Intervention de Camille Morel

Délégation sénatoriale aux outre-mer — Réunion du 27 janvier 2022 : 1ère réunion
Étude de la délégation sur la place des outre-mer dans la stratégie maritime nationale — Table ronde sur les câbles sous-marins

Camille Morel, chercheuse en relations internationales à l'Université Jean-Moulin-Lyon 3 :

Je vous remercie de m'avoir invitée à partager avec vous mes travaux de recherche. Je suis honorée d'être présente en tant que chercheuse, mais aussi en tant que citoyenne.

Le sujet qui nous occupe aujourd'hui est présent dans l'actualité, les îles Tonga ayant été récemment déconnectées de l'Internet à la suite d'un tsunami découlant d'une éruption volcanique. Cet événement nous amène à plusieurs réflexions :

- les territoires isolés, notamment du Pacifique, sont vulnérables quand il s'agit des communications internationales ;

- nos sociétés sont très dépendantes au numérique, particulièrement pour solliciter des secours ;

- il est difficile de confronter les besoins identifiés de résilience et de connectivité supplémentaires à la réalité économique.

Le sujet des câbles sous-marins est de plus en plus présent dans l'actualité, car notre société se révèle de plus en plus dépendante à ces câbles dans ses activités quotidiennes (économiques, bancaires, financières, sociales, administratives, militaires). Cette dépendance accroît notre vulnérabilité et suscite des intérêts grandissants, comme le montre l'arrivée des géants de l'Internet sur ce marché. Les révélations de « l'affaire Snowden » en 2013 ont également démontré leur importance économique, quand a été mise en évidence la captation d'informations à partir de ces infrastructures stratégiques.

Ce renouveau d'attention se concrétise par la politisation du sujet sur la scène internationale, mais aussi au niveau régional. Celui-ci est abordé dans les débats des Nations Unies sur les questions environnementales et le partage des activités maritimes, dans les discussions menées au sein de l'OTAN sur les questions de défense, mais aussi dans les échanges entre membres de l'Union européenne sur des thèmes comme la souveraineté ou la protection des infrastructures critiques.

La politisation du sujet provoque l'intérêt des médias, ce qui permet de combler certaines lacunes, mais attire aussi l'attention sur des infrastructures jusqu'ici protégées par leur invisibilité.

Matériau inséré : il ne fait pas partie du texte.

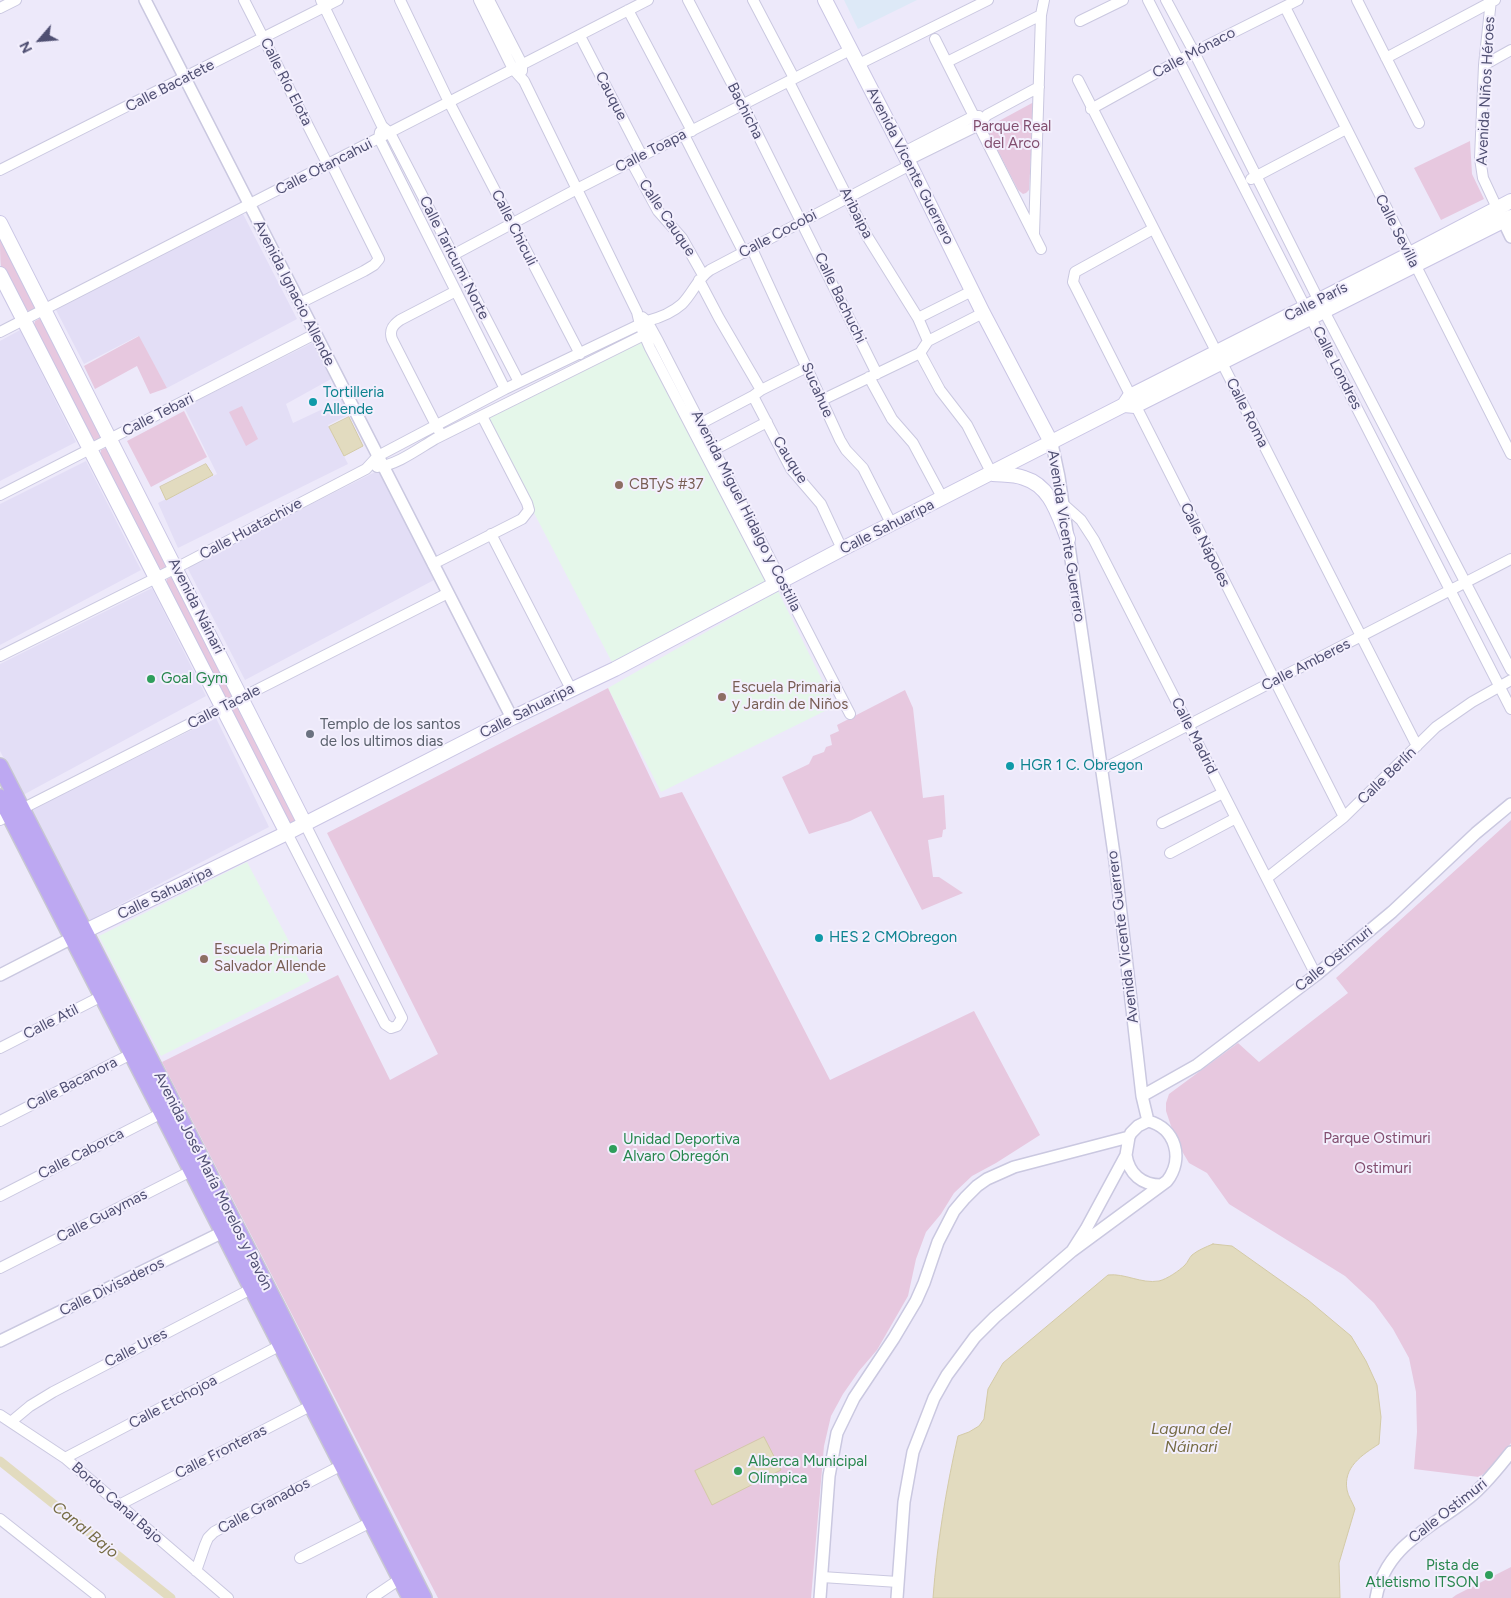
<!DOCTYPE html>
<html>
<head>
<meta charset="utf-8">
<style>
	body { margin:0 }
	#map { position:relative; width:1511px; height:1598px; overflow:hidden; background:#ede9fa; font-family:Figtree,sans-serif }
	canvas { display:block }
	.north { position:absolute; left:15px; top:15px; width:50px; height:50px; -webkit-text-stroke:4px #f3effd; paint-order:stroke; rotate:243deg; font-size:14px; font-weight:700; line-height:20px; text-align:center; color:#4f4f72 }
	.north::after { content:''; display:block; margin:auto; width:18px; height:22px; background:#4f4f72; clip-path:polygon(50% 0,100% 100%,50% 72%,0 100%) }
</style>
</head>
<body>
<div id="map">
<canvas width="1511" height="1598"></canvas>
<div class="north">N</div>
</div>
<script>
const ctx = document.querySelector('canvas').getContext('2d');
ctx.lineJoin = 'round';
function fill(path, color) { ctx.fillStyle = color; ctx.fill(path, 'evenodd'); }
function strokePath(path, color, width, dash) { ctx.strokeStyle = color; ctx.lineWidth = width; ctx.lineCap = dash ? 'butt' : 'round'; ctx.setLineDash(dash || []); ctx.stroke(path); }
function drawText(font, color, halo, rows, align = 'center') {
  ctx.font = font + ' Figtree,sans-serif'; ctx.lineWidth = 4; ctx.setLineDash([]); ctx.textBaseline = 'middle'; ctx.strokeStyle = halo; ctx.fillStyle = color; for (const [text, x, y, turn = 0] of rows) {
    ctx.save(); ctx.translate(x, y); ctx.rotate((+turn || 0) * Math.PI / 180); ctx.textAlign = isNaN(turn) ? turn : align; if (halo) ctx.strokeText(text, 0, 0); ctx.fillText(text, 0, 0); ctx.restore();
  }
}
fill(new Path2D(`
	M242 212 297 319 167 388 138 336 84 364 55 308Z
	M20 330 76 442 0 481V341Z
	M312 343 331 379 286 404 293 423 342 400 350 414 328 425 348 464 178 548 158 503 217 474 184 407Z
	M86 461 141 570 0 645V504Z
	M379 470 434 580 245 680 187 567Z
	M152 588 206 696 23 795 0 751V664Z
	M216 718 269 827 88 921 31 810Z`), '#e3def6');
fill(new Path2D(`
	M643 326 780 582 615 668 485 419 635 344Z
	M778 591 835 706 661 792 608 688Z
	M247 862 310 981 161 1056 99 936Z`), '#e5f7ea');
fill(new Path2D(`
	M844 0H917L858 29Z`), '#dde9f7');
fill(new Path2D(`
	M1034 102 1029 190 1026 193 1023 194 1018 190 986 128Z
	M1470 141 1472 174 1484 199 1441 220 1414 168Z
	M0 232 37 307 35 311 31 312C19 308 5 280 1 267 0 258 0 242 0 232Z
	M41 318 101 429V439L97 441 90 438 34 325 35 321Z
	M139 336 167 388 150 394 137 366 95 389 84 366Z
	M242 406 258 439 246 446 229 412Z
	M184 411 207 457 151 487 127 441Z
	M108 447 168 568 163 570 157 567 100 458 101 450Z
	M174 576 233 697 229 698 222 696 166 587 167 579Z
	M608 688 660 798 682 792 830 1080 974 1011 1040 1135 996 1163 972 1176 954 1193 941 1214 926 1232 916 1259 908 1296 877 1350 859 1371 843 1394 831 1416 824 1446 811 1598H438L162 1062 338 975 390 1080 438 1054 327 833Z
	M905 690 913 708 923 798 944 795 946 829 943 830 942 837 928 840 933 877H939L963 893 922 910 871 811 850 821 809 834 782 777 809 764 813 756 824 752 826 747 832 745 830 735 839 731 837 725Z
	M238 705 299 822 287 825 231 712 232 708Z
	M1511 820V1443L1488 1471 1479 1477 1414 1469 1417 1432 1416 1392 1409 1358 1393 1329 1374 1303 1345 1276 1229 1204 1207 1173 1189 1163 1176 1141 1166 1111V1103L1169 1094 1238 1043 1259 1062 1348 993 1336 978Z
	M1511 1567V1598H1452L1456 1595Z`), '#e7c8df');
const water = new Path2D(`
	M349 417 363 446 344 456 329 427Z
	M206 464 213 475 166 500 160 487Z
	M1213 1244 1232 1246 1308 1300 1351 1336 1366 1361 1377 1385 1381 1417 1379 1444C1362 1455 1343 1467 1347 1490 1348 1496 1353 1503 1355 1509L1339 1563 1340 1598H933C937 1544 946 1489 958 1436L969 1432 979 1426 984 1419 988 1389 1003 1363 1108 1275C1125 1273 1141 1284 1159 1281 1167 1279 1179 1271 1185 1265 1188 1262 1189 1258 1192 1255 1198 1250 1206 1247 1213 1244Z
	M764 1437 781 1470 712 1505 695 1471Z`);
fill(water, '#e2dbbf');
strokePath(water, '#d3caa6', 1);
strokePath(new Path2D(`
	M0 1461 171 1598`), '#e2dbbf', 9);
const minor = new Path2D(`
	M244 0 328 165
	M321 0 382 126 390 133 519 382
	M400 0 449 102 580 354
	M479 0 513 69 524 81 637 312 640 325 650 348 774 586
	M489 0 522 64V71
	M688 0 743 105 877 374
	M753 0 794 78
	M1148 0 1511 709
	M1166 0 1194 52 1324 311 1511 670
	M1357 0 1419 123
	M1491 0 1484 65 1480 158 1483 178 1497 208
	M1285 7 1511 454
	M0 8 16 0
	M628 10 692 131
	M1080 21 1123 0
	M580 36 642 156
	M935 39 1041 249
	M1386 58 1495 0
	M947 62 1041 15
	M859 64 988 0
	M1484 65 1511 50
	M1078 80 1417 746
	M789 82 867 236 918 318 928 341
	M1091 109 1194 52 1298 0
	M380 132 379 138 505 389
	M684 135 744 253
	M904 152 974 116H979
	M908 160 979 125 987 115 1039 87
	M631 161 658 211 682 238 703 275
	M0 170 338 0
	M1251 179 1346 129
	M1153 229 1075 272 1073 282 1344 817
	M1034 234 1041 15 1044 0
	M752 249 840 440 846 450 863 468 892 525
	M453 255 577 189 850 50
	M699 280 719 318 761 390
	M300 303 364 271 374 265 379 259 331 163
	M642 317 647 321 658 341 850 714
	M918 318 972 291
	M0 332 648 0
	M920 353 940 390 967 425 992 474
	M869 377 892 419 913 443 943 499
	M753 396 791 469 821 504 842 549
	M822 400 920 353 928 341 983 313
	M696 426 753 396 761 390 807 367
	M439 431 392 339C389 330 393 325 400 320L456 291
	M708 453 767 422
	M377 467C397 465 418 449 435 439L648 333
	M0 495 315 334
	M1063 504 1081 520 1094 540 1316 975
	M491 534 571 689
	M433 564 522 519 529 510 527 503 482 416
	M0 656 176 568 366 469 378 456 505 389 647 321C659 318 673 312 682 304 693 293 697 279 710 270L910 165
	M1101 770 1511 559
	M0 820 448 593
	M1162 823 1223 793
	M287 833 385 1024 391 1028 397 1026 402 1018 305 824
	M1170 853 1236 818
	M1267 878 1344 817 1436 727 1472 702 1511 680
	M0 1048 102 996
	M0 1121 137 1051
	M0 1196 162 1113
	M0 1268 195 1169
	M0 1415 65 1458 228 1598
	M12 1421 30 1406 53 1392 255 1287
	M65 1458 281 1345
	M119 1505 316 1403
	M0 1519 100 1598
	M300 1558 375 1520
	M196 1571 205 1545 208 1538 214 1532 234 1521 346 1463
	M822 1577 898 1582
	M372 1598 400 1579`);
const tertiary = new Path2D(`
	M145 0 512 718
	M1500 214 1511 237
	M1052 444 1059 477 1115 861 1142 1096 1148 1121
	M0 975 72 938
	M1142 1096 1197 1065 1316 975 1392 912 1476 833 1511 804
	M1126 1155C1129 1174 1142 1185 1161 1185
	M0 1341 223 1232
	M820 1598 829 1476 837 1433 854 1398 894 1338 916 1301 924 1283 938 1242 954 1211 965 1198 977 1186 987 1179 1014 1167 1129 1137
	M897 1598 904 1502 913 1452 934 1398 947 1375 975 1337 995 1317 1072 1251 1167 1181C1184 1159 1176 1128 1148 1121L1138 1126 1131 1133 1129 1137 1126 1155 1086 1229 1072 1251
	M1376 1598C1385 1545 1432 1528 1470 1497 1486 1484 1498 1468 1511 1452`);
const secondary = new Path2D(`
	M825 0 910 165 983 313 1052 444
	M0 223 305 824
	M0 274 287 833
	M1124 405 1135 406 1511 217
	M993 474C1003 475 1014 474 1024 478 1051 486 1058 515 1068 539
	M75 936 287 833 512 718 615 669 842 549 1124 405 1130 396 1148 387 1410 254 1511 201`);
const primary = new Path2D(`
	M0 766 278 1308 424 1598
	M0 797 410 1598`);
strokePath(minor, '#cac8e0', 12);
strokePath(tertiary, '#cac8e0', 14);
strokePath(secondary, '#c9c5e4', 16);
strokePath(primary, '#c7c7d2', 18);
strokePath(minor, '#fff', 10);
strokePath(tertiary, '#fff', 11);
strokePath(secondary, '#fff', 14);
strokePath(primary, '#bda8f2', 15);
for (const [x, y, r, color] of [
	[313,402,5,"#0f9aa8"],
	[619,485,5,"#8d6e63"],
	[151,679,5,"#2e9e5b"],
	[722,697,5,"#8d6e63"],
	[310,734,5,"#6b7280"],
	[1010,766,5,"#0f9aa8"],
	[819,938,5,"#0f9aa8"],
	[204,959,5,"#8d6e63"],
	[613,1149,5,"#2e9e5b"],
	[738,1471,5,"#2e9e5b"],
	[1489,1575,5,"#2e9e5b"]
]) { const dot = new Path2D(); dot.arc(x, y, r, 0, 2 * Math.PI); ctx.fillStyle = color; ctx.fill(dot); strokePath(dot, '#f3effd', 2); }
drawText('15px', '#4f4f72', '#f3effd', [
	["Calle Mónaco",1194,53,-28],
	["Calle Río Elota",286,82,63],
	["Calle Bacatete",170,86,-27],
	["Avenida Niños Héroes",1486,91,-87],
	["Cauque",611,96,63],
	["Bachicha",745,111,63],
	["Calle Toapa",651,151,-27],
	["Avenida Vicente Guerrero",910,166,63],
	["Calle Otancahui",324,167,-27],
	["Aribaipa",856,213,63],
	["Calle Cauque",667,218,56],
	["Calle Chiculi",514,228,63],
	["Calle Sevilla",1397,231,63],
	["Calle Cocobi",778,234,-28],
	["Calle Taricumi Norte",454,258,63],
	["Avenida Ignacio Allende",294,293,63],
	["Calle Bachuchi",840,298,64],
	["Calle París",1316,302,-27],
	["Calle Londres",1337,368,63],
	["Sucahue",817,390,66],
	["Calle Roma",1247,413,63],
	["Calle Tebari",158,415,-27],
	["Cauque",790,460,58],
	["Avenida Miguel Hidalgo y Costilla",746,511,63],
	["Calle Sahuaripa",887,527,-27],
	["Calle Huatachive",251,529,-28],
	["Avenida Vicente Guerrero",1066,536,81],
	["Calle Nápoles",1205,545,63],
	["Avenida Náinari",196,606,63],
	["Calle Amberes",1306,665,-27],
	["Calle Tacale",224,707,-27],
	["Calle Sahuaripa",527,711,-27],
	["Calle Madrid",1194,736,63],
	["Calle Berlín",1387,776,-44],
	["Calle Sahuaripa",165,893,-26],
	["Avenida Vicente Guerrero",1123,937,-97],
	["Calle Ostimuri",1334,959,-39],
	["Calle Atil",51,1022,-27],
	["Calle Bacanora",72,1084,-27],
	["Calle Caborca",81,1154,-27],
	["Avenida José María Morelos y Pavón",213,1181,63],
	["Calle Guaymas",102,1216,-27],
	["Calle Divisaderos",112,1287,-26],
	["Calle Ures",136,1348,-27],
	["Calle Etchojoa",173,1402,-28],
	["Calle Fronteras",221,1452,-27],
	["Bordo Canal Bajo",117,1503,41],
	["Calle Granados",264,1506,-28],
	["Calle Ostimuri",1448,1511,-38]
]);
drawText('15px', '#824e6f', '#f3effd', [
	["Parque Real",1012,127],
	["del Arco",1012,144],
	["Parque Ostimuri",1377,1139],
	["Ostimuri",1383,1169]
]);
drawText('15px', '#0d838f', '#f3effd', [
	["Tortilleria",323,393],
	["Allende",323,410],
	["HGR 1 C. Obregon",1020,766],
	["HES 2 CMObregon",829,938]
], 'left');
drawText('15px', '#785e54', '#f3effd', [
	["CBTyS #37",629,485],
	["Escuela Primaria",732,688],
	["y Jardin de Niños",732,705],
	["Escuela Primaria",214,950],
	["Salvador Allende",214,967]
], 'left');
drawText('15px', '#27864d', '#f3effd', [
	["Goal Gym",161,679],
	["Unidad Deportiva",623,1140],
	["Alvaro Obregón",623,1157],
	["Alberca Municipal",748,1462],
	["Olímpica",748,1479],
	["Pista de",1479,1566,"right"],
	["Atletismo ITSON",1479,1583,"right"]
], 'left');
drawText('15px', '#5b616d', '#f3effd', [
	["Templo de los santos",320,725],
	["de los ultimos dias",320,742]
], 'left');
drawText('italic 16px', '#766c44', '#f3effd', [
	["Laguna del",1191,1429],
	["Náinari",1191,1447],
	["Canal Bajo",85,1530,39]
]);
</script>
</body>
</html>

L'autre point que je souhaitais aborder concerne l'état général de la connectivité des outre-mer, qui se révèle très hétérogène. La résilience et la vulnérabilité des différents câbles sont très disparates. En 2022, Wallis-et-Futuna, la Nouvelle-Calédonie, la Polynésie française et Saint-Pierre-et-Miquelon disposent chacun d'un câble sous-marin, la Guyane de deux câbles actifs, la Guadeloupe, La Réunion et Mayotte de trois câbles, et la Martinique de quatre.

Une éventuelle stratégie maritime portant sur ces câbles sous-marins ne pourrait donc suivre qu'une réflexion plurielle, au cas par cas, qui intégrerait les atouts et les faiblesses locaux, qu'ils soient économiques, environnementaux, géopolitiques ou sociaux.

La question de la vulnérabilité des câbles sous-marins recouvre plusieurs aspects : le nombre de câbles, la diversité des fournisseurs, des pays reliés et des points d'arrivée, pour favoriser la résilience des territoires concernés.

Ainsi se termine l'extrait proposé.